Recensioni

Per il tredicesimo album in studio Jamie Stuart e Angela Seo reclutano il batterista David Kendrick (Sparks, Devo, Gleaming Spires) scrivendo l’opera più criptica e scura della loro carriera. Ignore Grief riprende stavolta dal post-punk il lato più squisitamente post-industriale, rileggendolo con postura lo-fi tipicamente Xiu Xiu e saltando a piè pari le divagazioni più commestibili del precedente OH NO per esasperare di oscurità e dolore il caos nevrotico di Girl With Basket Of Fruit.

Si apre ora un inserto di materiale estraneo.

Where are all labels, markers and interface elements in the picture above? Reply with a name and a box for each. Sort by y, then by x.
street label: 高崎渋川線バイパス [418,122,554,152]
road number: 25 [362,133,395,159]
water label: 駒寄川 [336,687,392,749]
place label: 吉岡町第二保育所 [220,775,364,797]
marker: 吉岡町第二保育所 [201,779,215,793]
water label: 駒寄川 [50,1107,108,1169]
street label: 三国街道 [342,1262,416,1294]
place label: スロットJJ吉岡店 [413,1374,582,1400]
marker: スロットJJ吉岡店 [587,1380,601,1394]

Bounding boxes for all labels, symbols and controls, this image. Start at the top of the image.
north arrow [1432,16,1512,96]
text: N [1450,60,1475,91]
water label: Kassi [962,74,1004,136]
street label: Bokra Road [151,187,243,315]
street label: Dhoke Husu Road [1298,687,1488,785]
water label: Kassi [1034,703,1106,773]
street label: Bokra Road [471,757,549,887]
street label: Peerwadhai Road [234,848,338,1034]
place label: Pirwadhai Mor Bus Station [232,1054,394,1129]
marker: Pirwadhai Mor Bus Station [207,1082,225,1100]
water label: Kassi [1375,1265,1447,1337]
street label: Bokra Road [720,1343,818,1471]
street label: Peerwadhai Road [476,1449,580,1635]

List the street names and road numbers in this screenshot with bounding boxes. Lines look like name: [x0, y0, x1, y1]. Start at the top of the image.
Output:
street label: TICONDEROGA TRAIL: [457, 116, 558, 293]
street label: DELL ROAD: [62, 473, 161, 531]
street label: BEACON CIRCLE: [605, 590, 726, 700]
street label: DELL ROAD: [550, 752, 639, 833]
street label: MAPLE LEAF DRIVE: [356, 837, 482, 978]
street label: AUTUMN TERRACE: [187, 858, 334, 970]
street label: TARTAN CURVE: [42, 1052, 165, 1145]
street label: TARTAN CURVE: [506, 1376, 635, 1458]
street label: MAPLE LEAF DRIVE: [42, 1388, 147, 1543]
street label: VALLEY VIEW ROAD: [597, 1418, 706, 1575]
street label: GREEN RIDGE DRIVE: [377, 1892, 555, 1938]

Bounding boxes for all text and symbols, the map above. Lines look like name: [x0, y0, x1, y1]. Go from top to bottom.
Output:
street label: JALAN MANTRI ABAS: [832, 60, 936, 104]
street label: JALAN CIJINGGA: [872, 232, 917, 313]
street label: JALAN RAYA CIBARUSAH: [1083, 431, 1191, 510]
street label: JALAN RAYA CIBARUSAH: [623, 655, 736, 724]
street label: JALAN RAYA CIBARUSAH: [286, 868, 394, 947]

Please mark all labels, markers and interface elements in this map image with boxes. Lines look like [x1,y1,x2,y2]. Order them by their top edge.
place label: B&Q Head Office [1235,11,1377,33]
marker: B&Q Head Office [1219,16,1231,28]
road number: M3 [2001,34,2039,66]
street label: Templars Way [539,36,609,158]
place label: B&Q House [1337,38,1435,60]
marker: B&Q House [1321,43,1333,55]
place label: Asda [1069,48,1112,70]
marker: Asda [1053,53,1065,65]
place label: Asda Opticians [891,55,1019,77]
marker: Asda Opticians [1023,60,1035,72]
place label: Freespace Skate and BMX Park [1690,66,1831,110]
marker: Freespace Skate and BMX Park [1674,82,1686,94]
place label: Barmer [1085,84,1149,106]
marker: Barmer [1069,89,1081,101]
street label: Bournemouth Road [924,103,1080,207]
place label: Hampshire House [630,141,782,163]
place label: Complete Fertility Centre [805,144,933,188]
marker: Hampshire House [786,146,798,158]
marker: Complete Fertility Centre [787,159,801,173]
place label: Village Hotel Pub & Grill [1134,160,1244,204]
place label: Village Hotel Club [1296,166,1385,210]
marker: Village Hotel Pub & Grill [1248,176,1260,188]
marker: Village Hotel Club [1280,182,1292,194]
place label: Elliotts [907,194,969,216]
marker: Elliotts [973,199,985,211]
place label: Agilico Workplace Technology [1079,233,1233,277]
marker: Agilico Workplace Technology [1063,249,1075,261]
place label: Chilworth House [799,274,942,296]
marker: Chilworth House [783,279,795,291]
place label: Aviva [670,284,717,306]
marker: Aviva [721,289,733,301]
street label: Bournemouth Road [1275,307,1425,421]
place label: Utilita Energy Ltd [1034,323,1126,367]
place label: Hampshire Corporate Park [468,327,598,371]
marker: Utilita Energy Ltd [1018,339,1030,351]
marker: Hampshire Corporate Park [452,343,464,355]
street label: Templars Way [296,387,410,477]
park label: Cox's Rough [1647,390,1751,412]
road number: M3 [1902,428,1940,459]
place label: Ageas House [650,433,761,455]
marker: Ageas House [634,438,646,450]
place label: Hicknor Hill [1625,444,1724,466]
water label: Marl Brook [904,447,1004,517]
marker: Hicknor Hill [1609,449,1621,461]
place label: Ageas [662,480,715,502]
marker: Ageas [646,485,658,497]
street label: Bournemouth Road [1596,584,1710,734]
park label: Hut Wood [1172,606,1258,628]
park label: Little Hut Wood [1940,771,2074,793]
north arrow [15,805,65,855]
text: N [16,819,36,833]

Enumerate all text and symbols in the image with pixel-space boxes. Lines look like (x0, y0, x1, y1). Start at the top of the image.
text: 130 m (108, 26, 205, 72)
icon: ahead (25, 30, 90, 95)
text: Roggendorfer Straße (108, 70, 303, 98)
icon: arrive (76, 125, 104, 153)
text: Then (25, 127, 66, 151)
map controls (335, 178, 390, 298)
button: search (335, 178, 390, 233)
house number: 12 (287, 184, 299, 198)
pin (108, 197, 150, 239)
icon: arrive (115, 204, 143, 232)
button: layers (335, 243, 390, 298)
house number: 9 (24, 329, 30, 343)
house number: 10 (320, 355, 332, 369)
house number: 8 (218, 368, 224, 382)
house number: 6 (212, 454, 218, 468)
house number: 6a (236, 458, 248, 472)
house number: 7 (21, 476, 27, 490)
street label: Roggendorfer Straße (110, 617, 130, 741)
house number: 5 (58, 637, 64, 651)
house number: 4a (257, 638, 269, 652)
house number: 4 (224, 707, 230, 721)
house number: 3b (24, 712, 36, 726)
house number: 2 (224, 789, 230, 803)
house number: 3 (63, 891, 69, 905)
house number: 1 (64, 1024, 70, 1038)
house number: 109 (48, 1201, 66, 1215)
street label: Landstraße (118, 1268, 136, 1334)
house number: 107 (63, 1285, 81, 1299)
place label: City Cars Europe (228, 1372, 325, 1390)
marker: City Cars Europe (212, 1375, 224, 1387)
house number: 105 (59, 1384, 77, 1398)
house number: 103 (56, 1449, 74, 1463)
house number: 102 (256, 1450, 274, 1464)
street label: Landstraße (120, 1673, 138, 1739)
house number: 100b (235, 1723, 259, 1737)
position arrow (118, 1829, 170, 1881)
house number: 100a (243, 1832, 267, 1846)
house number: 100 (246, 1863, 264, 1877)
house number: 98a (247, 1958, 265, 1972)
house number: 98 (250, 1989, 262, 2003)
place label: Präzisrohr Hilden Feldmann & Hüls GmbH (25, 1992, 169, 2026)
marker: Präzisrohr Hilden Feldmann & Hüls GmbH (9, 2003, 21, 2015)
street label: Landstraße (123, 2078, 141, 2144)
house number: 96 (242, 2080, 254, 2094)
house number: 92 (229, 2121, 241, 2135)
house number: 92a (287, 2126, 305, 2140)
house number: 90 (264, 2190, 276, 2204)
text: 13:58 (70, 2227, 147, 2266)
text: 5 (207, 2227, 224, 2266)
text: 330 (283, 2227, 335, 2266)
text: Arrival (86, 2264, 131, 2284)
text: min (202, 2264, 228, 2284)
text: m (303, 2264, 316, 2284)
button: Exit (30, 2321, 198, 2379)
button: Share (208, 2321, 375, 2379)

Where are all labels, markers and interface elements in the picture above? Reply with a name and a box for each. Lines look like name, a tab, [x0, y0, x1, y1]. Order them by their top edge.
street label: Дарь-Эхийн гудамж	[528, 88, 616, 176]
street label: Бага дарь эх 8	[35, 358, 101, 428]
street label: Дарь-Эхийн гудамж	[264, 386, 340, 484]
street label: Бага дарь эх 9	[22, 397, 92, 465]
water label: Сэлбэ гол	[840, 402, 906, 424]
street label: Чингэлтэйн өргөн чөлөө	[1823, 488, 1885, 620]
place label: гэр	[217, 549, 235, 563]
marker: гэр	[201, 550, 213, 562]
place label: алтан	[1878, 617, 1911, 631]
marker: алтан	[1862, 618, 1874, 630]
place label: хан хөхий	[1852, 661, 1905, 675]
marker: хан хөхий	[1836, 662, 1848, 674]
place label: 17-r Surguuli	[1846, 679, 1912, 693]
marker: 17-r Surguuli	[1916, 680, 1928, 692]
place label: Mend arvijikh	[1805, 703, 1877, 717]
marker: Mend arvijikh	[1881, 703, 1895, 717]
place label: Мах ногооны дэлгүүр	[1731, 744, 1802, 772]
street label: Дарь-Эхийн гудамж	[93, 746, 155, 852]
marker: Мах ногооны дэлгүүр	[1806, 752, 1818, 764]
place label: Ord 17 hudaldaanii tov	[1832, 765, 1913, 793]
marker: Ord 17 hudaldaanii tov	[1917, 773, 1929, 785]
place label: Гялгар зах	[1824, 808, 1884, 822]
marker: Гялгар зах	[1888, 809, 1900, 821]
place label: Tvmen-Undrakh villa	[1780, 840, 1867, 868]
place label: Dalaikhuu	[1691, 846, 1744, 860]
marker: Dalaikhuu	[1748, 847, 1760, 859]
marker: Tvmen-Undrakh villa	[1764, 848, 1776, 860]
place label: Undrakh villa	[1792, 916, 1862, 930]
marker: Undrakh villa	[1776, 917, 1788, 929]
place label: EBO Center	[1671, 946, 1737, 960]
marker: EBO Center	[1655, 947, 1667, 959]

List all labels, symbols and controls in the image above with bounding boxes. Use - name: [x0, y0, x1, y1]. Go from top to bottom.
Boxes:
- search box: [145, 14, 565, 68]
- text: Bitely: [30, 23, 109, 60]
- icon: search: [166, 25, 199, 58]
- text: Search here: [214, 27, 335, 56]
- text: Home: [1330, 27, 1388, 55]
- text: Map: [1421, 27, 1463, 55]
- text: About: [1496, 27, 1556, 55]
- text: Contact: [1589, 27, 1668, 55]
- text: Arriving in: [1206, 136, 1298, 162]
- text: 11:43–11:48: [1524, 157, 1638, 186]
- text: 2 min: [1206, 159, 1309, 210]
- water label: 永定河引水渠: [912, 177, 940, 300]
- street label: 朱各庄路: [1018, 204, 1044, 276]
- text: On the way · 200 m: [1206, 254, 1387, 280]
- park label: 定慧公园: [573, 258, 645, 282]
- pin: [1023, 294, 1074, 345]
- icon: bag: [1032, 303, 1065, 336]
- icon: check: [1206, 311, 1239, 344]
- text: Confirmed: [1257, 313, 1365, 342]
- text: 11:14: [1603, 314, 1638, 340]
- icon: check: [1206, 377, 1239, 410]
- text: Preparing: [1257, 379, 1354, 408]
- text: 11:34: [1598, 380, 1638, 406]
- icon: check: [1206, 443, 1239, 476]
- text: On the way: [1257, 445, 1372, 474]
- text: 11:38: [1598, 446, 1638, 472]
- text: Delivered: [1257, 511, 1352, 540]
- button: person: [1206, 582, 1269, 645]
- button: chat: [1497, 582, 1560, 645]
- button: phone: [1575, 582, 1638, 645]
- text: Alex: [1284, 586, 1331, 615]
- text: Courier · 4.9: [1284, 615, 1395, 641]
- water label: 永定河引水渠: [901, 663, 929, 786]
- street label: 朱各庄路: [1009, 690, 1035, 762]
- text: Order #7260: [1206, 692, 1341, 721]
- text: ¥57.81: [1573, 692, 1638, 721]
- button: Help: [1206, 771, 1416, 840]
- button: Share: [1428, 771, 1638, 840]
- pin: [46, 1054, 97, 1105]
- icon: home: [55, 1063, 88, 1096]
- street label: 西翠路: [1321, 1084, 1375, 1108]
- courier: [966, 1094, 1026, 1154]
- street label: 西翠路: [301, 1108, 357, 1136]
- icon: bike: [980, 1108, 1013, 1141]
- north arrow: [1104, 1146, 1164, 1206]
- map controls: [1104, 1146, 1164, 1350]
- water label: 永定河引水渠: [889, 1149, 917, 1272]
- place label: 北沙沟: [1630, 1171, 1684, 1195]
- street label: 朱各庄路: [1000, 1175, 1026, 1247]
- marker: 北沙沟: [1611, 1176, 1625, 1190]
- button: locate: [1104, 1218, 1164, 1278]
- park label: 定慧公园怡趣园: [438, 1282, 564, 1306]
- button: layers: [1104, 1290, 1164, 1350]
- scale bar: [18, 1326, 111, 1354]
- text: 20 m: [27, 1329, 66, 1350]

Un “disco di metà”, come recita la nota stampa: metà delle canzoni cantate da Stewart e l’altra metà da Seo; metà dei brani sono di musica industrial e l’altra metà di classica contemporanea; metà del disco è reale e l’altra metà è immaginaria. Quest’ultimo è il perfetto escamotage che permette al gruppo di mimetizzare il confine tra finzione e reale, tratteggiando storie di atrocità inaudita – da un bambino venduto alla prostituzione da sua madre a una studentessa delle medie rapita e uccisa, persone che scelgono alcol e cocaina a discapito della famiglia, passando attraverso gli aspetti più cupi e oscuri della spiritualità settaria, e fino al suicidio come fuga da una vita violenta legata allo sfruttamento sessuale.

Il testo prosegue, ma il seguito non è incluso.